OCPBUGS-54766: rename OVNKubernetesNodeOVSOverflowKernel #2779

martinkennelly · 2025-08-19T10:41:25Z

because as per Adrian Moreno:

"This alarm is great and we need visibility
into these packet drops. Actually, it's already
surfacing some customer issues that would
otherwise stay undetected.
The mild problem, however, is the naming.
Technically, there are many possible reasons
for the ovs_vswitchd_dp_flows_lookup_lost metric to increase, not just an overflow in the netlink
socket (as the name of the alarm suggests).
In fact, I have written a KB article listing some
of them: https://access.redhat.com/articles/7115263. I'm opening this bug for us to consider renaming it as something more accurate (and less scary),
e.g: OVNKubernetesNodeOVSDpLostPacket."

The alert name is misleading and may indicate a bug where in reality, its just we ran out of space to
process new flows and therefore drop packets.

because as per Adrian Moreno: "This alarm is great and we need visibility into these packet drops. Actually, it's already surfacing some customer issues that would otherwise stay undetected. The mild problem, however, is the naming. Technically, there are many possible reasons for the `ovs_vswitchd_dp_flows_lookup_lost` metric to increase, not just an overflow in the netlink socket (as the name of the alarm suggests). In fact, I have written a KB article listing some of them: https://access.redhat.com/articles/7115263. I'm opening this bug for us to consider renaming it as something more accurate (and less scary), e.g: OVNKubernetesNodeOVSDpLostPacket." The alert name is misleading and may indicate a bug where in reality, its just we ran out of space to process new flows and therefore drop packets. Signed-off-by: Martin Kennelly <[email protected]>

openshift-ci-robot · 2025-08-19T10:41:32Z

@martinkennelly: This pull request references Jira Issue OCPBUGS-54766, which is invalid:

expected the bug to target the "4.20.0" version, but no target version was set

Comment /jira refresh to re-evaluate validity if changes to the Jira bug are made, or edit the title of this pull request to link to a different bug.

The bug has been updated to refer to the pull request using the external bug tracker.

In response to this:

because as per Adrian Moreno:

"This alarm is great and we need visibility
into these packet drops.

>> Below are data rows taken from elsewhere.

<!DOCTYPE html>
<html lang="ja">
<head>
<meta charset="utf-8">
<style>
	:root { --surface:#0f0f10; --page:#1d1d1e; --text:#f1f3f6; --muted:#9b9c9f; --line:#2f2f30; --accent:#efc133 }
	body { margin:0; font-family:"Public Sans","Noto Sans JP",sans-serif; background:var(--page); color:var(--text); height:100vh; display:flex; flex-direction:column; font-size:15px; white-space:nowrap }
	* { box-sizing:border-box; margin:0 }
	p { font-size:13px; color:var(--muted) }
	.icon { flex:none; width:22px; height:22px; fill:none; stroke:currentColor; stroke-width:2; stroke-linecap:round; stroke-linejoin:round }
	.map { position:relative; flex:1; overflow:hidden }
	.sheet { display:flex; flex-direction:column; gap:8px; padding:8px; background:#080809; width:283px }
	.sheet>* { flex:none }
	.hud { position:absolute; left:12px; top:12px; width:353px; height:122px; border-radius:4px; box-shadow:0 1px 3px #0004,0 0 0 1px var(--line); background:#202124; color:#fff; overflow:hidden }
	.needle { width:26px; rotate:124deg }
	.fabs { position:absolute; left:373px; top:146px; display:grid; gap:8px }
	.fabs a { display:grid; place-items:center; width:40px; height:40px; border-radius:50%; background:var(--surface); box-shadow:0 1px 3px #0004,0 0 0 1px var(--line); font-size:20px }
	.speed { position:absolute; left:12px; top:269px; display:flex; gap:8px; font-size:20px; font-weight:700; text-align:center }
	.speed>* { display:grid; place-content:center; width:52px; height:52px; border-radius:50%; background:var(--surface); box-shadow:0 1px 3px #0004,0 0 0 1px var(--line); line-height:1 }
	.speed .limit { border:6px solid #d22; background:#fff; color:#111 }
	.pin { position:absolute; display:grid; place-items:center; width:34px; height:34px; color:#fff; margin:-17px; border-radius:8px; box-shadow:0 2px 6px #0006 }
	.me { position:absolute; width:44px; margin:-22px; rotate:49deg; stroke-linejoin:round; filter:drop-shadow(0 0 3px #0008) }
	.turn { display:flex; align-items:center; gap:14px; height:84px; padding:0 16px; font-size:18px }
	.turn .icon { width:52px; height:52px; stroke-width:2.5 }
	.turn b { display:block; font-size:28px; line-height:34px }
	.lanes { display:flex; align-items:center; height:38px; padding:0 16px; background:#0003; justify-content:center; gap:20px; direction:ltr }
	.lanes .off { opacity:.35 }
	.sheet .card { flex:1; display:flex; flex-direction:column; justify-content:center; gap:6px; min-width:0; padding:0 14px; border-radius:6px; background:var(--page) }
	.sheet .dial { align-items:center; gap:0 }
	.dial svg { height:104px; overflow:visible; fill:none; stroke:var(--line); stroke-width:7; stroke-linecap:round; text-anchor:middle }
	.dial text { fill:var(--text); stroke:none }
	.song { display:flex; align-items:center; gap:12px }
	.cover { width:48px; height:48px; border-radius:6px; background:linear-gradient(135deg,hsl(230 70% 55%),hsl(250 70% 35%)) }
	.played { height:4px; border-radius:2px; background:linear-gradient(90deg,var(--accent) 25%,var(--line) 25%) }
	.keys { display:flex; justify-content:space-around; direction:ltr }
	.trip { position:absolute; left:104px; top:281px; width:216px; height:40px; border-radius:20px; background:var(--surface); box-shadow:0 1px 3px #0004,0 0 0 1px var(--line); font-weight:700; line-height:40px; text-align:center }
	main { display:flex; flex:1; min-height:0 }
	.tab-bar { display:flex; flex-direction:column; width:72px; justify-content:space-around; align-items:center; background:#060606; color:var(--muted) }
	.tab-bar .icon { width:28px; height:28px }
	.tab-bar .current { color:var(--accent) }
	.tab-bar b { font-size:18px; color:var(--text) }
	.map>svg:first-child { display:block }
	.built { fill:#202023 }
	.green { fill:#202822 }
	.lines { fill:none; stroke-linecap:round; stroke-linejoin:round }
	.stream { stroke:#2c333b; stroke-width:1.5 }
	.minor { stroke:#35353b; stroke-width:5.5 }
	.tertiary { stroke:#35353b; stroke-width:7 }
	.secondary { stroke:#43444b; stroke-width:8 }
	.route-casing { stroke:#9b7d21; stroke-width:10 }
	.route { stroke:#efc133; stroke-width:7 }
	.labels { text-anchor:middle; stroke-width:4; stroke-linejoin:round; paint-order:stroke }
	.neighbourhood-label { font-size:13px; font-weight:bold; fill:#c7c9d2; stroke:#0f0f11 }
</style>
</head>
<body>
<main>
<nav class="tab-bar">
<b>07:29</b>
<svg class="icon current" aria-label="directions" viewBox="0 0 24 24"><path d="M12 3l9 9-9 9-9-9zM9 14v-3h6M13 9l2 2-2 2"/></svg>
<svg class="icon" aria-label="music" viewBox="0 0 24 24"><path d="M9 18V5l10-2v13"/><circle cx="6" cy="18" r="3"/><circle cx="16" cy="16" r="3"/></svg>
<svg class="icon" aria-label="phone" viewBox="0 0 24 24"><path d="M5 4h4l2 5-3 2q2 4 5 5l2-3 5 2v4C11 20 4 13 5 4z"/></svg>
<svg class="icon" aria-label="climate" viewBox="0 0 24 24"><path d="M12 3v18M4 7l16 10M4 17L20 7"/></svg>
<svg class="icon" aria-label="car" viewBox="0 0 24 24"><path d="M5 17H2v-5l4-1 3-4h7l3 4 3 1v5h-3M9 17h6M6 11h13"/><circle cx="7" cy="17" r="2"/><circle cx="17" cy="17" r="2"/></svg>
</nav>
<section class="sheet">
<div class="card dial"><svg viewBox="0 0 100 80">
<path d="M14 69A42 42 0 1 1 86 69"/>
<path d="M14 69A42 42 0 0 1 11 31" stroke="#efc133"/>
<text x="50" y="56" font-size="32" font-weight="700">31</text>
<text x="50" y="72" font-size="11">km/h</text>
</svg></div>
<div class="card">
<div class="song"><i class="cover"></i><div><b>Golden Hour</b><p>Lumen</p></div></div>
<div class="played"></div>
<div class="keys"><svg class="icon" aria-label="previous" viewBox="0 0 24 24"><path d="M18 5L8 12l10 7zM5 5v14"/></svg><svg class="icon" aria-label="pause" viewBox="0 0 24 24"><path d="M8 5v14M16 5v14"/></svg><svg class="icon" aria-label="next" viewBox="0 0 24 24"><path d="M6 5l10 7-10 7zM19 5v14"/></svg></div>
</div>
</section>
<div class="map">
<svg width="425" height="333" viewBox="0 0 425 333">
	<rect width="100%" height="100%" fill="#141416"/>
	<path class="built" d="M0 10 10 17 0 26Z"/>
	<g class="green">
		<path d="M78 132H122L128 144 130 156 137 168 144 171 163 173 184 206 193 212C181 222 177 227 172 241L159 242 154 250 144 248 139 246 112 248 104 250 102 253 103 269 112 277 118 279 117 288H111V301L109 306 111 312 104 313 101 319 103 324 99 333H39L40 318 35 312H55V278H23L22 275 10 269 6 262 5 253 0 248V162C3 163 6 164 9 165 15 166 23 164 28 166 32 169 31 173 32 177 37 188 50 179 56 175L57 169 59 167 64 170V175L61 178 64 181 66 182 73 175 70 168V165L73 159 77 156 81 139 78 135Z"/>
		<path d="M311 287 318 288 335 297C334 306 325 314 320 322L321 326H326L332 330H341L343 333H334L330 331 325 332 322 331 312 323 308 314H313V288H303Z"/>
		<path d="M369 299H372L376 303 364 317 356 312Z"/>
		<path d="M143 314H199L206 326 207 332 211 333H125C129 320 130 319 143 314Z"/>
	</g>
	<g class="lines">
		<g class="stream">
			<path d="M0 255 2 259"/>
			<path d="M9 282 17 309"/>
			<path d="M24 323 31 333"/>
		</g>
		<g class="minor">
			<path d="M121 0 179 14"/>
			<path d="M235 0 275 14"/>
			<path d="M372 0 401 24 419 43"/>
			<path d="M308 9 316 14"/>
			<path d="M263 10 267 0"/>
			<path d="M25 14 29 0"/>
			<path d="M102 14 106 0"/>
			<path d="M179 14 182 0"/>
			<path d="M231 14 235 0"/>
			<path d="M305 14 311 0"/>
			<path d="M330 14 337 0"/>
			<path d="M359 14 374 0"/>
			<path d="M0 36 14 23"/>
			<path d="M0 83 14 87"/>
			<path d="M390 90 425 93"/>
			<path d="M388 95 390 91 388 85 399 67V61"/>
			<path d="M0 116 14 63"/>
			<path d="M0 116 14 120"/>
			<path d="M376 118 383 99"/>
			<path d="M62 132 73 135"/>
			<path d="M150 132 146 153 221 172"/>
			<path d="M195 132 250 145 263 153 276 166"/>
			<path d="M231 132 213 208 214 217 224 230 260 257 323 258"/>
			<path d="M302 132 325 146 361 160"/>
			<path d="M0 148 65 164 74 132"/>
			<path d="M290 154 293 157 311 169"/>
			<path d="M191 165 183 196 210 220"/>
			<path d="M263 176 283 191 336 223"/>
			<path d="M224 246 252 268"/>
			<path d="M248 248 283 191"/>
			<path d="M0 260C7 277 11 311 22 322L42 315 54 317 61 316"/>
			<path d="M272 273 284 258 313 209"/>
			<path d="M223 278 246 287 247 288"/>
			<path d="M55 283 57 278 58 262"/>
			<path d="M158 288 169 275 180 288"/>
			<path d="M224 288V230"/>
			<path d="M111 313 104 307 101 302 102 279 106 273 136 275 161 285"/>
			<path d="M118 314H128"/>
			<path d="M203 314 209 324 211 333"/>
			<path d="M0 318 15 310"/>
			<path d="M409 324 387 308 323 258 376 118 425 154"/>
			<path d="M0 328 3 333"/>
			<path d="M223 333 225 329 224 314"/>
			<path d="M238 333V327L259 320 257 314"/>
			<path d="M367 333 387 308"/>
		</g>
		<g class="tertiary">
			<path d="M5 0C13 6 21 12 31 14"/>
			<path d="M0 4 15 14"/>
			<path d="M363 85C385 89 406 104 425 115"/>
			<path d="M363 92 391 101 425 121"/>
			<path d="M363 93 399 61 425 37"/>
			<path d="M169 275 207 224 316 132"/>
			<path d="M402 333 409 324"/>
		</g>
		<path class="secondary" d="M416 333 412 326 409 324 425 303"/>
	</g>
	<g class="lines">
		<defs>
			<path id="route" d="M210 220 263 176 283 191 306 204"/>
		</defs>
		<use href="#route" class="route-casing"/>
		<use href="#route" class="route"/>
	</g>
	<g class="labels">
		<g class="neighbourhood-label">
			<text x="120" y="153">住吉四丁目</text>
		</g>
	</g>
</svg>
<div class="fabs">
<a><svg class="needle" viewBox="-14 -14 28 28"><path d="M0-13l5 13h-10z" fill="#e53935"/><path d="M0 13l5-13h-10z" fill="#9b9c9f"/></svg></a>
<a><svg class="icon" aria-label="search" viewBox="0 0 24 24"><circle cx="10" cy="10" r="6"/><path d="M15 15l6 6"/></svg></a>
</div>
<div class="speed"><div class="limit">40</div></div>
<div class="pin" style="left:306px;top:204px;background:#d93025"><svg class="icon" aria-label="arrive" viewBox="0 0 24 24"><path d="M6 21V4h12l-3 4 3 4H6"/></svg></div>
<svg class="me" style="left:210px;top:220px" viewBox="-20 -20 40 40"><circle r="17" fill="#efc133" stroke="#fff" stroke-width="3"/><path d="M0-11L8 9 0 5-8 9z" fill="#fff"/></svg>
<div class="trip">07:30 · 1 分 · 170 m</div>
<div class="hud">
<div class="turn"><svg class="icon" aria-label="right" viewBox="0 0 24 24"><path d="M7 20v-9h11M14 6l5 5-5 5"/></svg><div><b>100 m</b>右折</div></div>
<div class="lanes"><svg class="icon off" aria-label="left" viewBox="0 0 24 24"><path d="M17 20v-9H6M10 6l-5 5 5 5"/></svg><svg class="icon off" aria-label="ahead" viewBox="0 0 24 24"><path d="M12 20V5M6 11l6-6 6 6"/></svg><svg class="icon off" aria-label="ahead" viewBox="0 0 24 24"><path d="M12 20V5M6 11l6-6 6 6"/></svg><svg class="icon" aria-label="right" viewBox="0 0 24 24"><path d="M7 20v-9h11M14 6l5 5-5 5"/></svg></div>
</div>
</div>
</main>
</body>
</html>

Actually, it's already
surfacing some customer issues that would
otherwise stay undetected.
The mild problem, however, is the naming.
Technically, there are many possible reasons
for the ovs_vswitchd_dp_flows_lookup_lost metric to increase, not just an overflow in the netlink
socket (as the name of the alarm suggests).
In fact, I have written a KB article listing some
of them: https://access.redhat.com/articles/7115263. I'm opening this bug for us to consider renaming it as something more accurate (and less scary),
e.g: OVNKubernetesNodeOVSDpLostPacket."

The alert name is misleading and may indicate a bug where in reality, its just we ran out of space to
process new flows and therefore drop packets.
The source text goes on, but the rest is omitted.